§ Requirement: Print all of the data exactly, with no line missing.

Segment Start: Provided records

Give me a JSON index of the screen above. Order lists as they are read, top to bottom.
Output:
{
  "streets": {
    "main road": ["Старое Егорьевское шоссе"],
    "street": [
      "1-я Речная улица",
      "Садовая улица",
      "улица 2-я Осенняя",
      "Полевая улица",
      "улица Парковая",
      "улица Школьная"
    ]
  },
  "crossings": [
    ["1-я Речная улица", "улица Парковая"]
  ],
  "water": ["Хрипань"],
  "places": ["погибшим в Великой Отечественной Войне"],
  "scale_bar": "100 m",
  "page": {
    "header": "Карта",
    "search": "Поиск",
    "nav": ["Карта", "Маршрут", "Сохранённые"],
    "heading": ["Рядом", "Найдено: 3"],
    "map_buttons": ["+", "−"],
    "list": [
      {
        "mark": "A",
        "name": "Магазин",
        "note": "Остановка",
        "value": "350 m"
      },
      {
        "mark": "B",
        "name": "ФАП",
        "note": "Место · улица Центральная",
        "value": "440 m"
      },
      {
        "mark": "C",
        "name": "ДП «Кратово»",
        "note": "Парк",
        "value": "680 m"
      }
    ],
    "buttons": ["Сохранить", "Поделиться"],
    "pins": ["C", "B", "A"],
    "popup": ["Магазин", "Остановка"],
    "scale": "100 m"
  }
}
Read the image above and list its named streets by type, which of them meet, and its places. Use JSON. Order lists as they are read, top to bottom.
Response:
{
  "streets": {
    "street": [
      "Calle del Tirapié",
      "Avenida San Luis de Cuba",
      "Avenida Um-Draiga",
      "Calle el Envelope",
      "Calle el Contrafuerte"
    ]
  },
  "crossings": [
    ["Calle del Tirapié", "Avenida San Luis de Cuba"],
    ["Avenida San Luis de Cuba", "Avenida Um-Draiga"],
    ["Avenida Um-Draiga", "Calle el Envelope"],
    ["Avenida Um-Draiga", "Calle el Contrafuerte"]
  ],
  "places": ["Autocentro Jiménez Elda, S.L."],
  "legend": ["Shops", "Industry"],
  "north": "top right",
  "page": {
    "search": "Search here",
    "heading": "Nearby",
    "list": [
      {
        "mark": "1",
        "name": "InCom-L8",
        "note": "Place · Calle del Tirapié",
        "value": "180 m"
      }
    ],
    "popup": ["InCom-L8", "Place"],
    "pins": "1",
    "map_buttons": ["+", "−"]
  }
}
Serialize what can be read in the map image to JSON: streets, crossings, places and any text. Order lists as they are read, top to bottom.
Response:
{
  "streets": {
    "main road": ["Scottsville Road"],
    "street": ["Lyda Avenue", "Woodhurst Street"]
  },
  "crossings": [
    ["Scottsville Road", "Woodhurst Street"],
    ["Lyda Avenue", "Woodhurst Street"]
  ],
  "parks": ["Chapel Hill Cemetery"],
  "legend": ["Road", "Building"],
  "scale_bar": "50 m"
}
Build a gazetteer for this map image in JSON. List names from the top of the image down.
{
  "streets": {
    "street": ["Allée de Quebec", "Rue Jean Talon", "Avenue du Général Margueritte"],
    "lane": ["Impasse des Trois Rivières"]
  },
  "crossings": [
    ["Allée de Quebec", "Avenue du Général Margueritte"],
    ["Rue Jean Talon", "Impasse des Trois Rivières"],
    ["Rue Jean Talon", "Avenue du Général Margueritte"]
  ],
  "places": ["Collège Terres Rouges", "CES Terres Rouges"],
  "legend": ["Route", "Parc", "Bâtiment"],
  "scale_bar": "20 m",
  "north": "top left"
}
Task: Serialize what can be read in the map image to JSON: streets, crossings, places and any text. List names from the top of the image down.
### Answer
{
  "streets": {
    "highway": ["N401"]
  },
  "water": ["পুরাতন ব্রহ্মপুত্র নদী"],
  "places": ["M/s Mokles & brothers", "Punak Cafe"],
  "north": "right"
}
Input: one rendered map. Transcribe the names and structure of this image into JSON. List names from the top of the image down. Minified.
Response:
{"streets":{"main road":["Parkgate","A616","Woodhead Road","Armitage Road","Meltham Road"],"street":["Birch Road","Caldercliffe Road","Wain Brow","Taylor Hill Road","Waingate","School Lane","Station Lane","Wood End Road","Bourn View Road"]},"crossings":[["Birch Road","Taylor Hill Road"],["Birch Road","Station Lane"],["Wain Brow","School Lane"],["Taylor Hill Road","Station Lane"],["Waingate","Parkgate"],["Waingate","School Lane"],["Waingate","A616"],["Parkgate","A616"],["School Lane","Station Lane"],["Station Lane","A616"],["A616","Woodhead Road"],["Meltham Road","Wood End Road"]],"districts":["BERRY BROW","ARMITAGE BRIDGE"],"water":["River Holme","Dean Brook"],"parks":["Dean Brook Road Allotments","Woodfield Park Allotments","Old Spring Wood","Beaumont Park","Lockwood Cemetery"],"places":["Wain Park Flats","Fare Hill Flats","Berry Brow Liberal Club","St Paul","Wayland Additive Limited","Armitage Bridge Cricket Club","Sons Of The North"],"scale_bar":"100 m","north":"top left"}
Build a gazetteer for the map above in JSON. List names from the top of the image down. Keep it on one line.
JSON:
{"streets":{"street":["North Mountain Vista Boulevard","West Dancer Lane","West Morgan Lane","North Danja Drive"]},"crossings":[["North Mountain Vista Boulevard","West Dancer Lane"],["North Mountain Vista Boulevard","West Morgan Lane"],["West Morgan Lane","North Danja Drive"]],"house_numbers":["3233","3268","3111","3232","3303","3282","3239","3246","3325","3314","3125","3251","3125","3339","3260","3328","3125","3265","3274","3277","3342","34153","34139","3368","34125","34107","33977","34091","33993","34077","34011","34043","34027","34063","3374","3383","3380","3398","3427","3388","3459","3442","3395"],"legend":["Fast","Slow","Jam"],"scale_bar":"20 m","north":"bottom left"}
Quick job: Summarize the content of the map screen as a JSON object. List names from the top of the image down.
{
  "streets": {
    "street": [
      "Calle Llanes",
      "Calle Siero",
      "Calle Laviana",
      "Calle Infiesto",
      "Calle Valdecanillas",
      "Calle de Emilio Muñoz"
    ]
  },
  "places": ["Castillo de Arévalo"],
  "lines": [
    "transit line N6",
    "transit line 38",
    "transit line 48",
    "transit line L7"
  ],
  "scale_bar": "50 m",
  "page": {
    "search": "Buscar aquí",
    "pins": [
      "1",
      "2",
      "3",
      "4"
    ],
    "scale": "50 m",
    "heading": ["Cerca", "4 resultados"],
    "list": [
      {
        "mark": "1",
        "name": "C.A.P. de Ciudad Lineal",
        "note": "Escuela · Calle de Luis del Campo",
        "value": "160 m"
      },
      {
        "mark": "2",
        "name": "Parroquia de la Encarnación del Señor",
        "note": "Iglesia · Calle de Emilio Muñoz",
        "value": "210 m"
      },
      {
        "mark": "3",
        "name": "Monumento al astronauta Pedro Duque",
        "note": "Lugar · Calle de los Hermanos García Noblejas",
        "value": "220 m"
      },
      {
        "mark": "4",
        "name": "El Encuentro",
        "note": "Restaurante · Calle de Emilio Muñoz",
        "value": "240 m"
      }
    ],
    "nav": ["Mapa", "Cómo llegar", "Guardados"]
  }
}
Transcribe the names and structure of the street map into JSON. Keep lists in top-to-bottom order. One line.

Segment End: Provided records

§ Solution:
Give me a JSON index of the screen above. Order lists as they are read, top to bottom.
Output:
{
  "streets": {
    "main road": ["Старое Егорьевское шоссе"],
    "street": [
      "1-я Речная улица",
      "Садовая улица",
      "улица 2-я Осенняя",
      "Полевая улица",
      "улица Парковая",
      "улица Школьная"
    ]
  },
  "crossings": [
    ["1-я Речная улица", "улица Парковая"]
  ],
  "water": ["Хрипань"],
  "places": ["погибшим в Великой Отечественной Войне"],
  "scale_bar": "100 m",
  "page": {
    "header": "Карта",
    "search": "Поиск",
    "nav": ["Карта", "Маршрут", "Сохранённые"],
    "heading": ["Рядом", "Найдено: 3"],
    "map_buttons": ["+", "−"],
    "list": [
      {
        "mark": "A",
        "name": "Магазин",
        "note": "Остановка",
        "value": "350 m"
      },
      {
        "mark": "B",
        "name": "ФАП",
        "note": "Место · улица Центральная",
        "value": "440 m"
      },
      {
        "mark": "C",
        "name": "ДП «Кратово»",
        "note": "Парк",
        "value": "680 m"
      }
    ],
    "buttons": ["Сохранить", "Поделиться"],
    "pins": ["C", "B", "A"],
    "popup": ["Магазин", "Остановка"],
    "scale": "100 m"
  }
}
Read the image above and list its named streets by type, which of them meet, and its places. Use JSON. Order lists as they are read, top to bottom.
Response:
{
  "streets": {
    "street": [
      "Calle del Tirapié",
      "Avenida San Luis de Cuba",
      "Avenida Um-Draiga",
      "Calle el Envelope",
      "Calle el Contrafuerte"
    ]
  },
  "crossings": [
    ["Calle del Tirapié", "Avenida San Luis de Cuba"],
    ["Avenida San Luis de Cuba", "Avenida Um-Draiga"],
    ["Avenida Um-Draiga", "Calle el Envelope"],
    ["Avenida Um-Draiga", "Calle el Contrafuerte"]
  ],
  "places": ["Autocentro Jiménez Elda, S.L."],
  "legend": ["Shops", "Industry"],
  "north": "top right",
  "page": {
    "search": "Search here",
    "heading": "Nearby",
    "list": [
      {
        "mark": "1",
        "name": "InCom-L8",
        "note": "Place · Calle del Tirapié",
        "value": "180 m"
      }
    ],
    "popup": ["InCom-L8", "Place"],
    "pins": "1",
    "map_buttons": ["+", "−"]
  }
}
Serialize what can be read in the map image to JSON: streets, crossings, places and any text. Order lists as they are read, top to bottom.
Response:
{
  "streets": {
    "main road": ["Scottsville Road"],
    "street": ["Lyda Avenue", "Woodhurst Street"]
  },
  "crossings": [
    ["Scottsville Road", "Woodhurst Street"],
    ["Lyda Avenue", "Woodhurst Street"]
  ],
  "parks": ["Chapel Hill Cemetery"],
  "legend": ["Road", "Building"],
  "scale_bar": "50 m"
}
Build a gazetteer for this map image in JSON. List names from the top of the image down.
{
  "streets": {
    "street": ["Allée de Quebec", "Rue Jean Talon", "Avenue du Général Margueritte"],
    "lane": ["Impasse des Trois Rivières"]
  },
  "crossings": [
    ["Allée de Quebec", "Avenue du Général Margueritte"],
    ["Rue Jean Talon", "Impasse des Trois Rivières"],
    ["Rue Jean Talon", "Avenue du Général Margueritte"]
  ],
  "places": ["Collège Terres Rouges", "CES Terres Rouges"],
  "legend": ["Route", "Parc", "Bâtiment"],
  "scale_bar": "20 m",
  "north": "top left"
}
Task: Serialize what can be read in the map image to JSON: streets, crossings, places and any text. List names from the top of the image down.
### Answer
{
  "streets": {
    "highway": ["N401"]
  },
  "water": ["পুরাতন ব্রহ্মপুত্র নদী"],
  "places": ["M/s Mokles & brothers", "Punak Cafe"],
  "north": "right"
}
Input: one rendered map. Transcribe the names and structure of this image into JSON. List names from the top of the image down. Minified.
Response:
{"streets":{"main road":["Parkgate","A616","Woodhead Road","Armitage Road","Meltham Road"],"street":["Birch Road","Caldercliffe Road","Wain Brow","Taylor Hill Road","Waingate","School Lane","Station Lane","Wood End Road","Bourn View Road"]},"crossings":[["Birch Road","Taylor Hill Road"],["Birch Road","Station Lane"],["Wain Brow","School Lane"],["Taylor Hill Road","Station Lane"],["Waingate","Parkgate"],["Waingate","School Lane"],["Waingate","A616"],["Parkgate","A616"],["School Lane","Station Lane"],["Station Lane","A616"],["A616","Woodhead Road"],["Meltham Road","Wood End Road"]],"districts":["BERRY BROW","ARMITAGE BRIDGE"],"water":["River Holme","Dean Brook"],"parks":["Dean Brook Road Allotments","Woodfield Park Allotments","Old Spring Wood","Beaumont Park","Lockwood Cemetery"],"places":["Wain Park Flats","Fare Hill Flats","Berry Brow Liberal Club","St Paul","Wayland Additive Limited","Armitage Bridge Cricket Club","Sons Of The North"],"scale_bar":"100 m","north":"top left"}
Build a gazetteer for the map above in JSON. List names from the top of the image down. Keep it on one line.
JSON:
{"streets":{"street":["North Mountain Vista Boulevard","West Dancer Lane","West Morgan Lane","North Danja Drive"]},"crossings":[["North Mountain Vista Boulevard","West Dancer Lane"],["North Mountain Vista Boulevard","West Morgan Lane"],["West Morgan Lane","North Danja Drive"]],"house_numbers":["3233","3268","3111","3232","3303","3282","3239","3246","3325","3314","3125","3251","3125","3339","3260","3328","3125","3265","3274","3277","3342","34153","34139","3368","34125","34107","33977","34091","33993","34077","34011","34043","34027","34063","3374","3383","3380","3398","3427","3388","3459","3442","3395"],"legend":["Fast","Slow","Jam"],"scale_bar":"20 m","north":"bottom left"}
Quick job: Summarize the content of the map screen as a JSON object. List names from the top of the image down.
{
  "streets": {
    "street": [
      "Calle Llanes",
      "Calle Siero",
      "Calle Laviana",
      "Calle Infiesto",
      "Calle Valdecanillas",
      "Calle de Emilio Muñoz"
    ]
  },
  "places": ["Castillo de Arévalo"],
  "lines": [
    "transit line N6",
    "transit line 38",
    "transit line 48",
    "transit line L7"
  ],
  "scale_bar": "50 m",
  "page": {
    "search": "Buscar aquí",
    "pins": [
      "1",
      "2",
      "3",
      "4"
    ],
    "scale": "50 m",
    "heading": ["Cerca", "4 resultados"],
    "list": [
      {
        "mark": "1",
        "name": "C.A.P. de Ciudad Lineal",
        "note": "Escuela · Calle de Luis del Campo",
        "value": "160 m"
      },
      {
        "mark": "2",
        "name": "Parroquia de la Encarnación del Señor",
        "note": "Iglesia · Calle de Emilio Muñoz",
        "value": "210 m"
      },
      {
        "mark": "3",
        "name": "Monumento al astronauta Pedro Duque",
        "note": "Lugar · Calle de los Hermanos García Noblejas",
        "value": "220 m"
      },
      {
        "mark": "4",
        "name": "El Encuentro",
        "note": "Restaurante · Calle de Emilio Muñoz",
        "value": "240 m"
      }
    ],
    "nav": ["Mapa", "Cómo llegar", "Guardados"]
  }
}
Transcribe the names and structure of the street map into JSON. Keep lists in top-to-bottom order. One line.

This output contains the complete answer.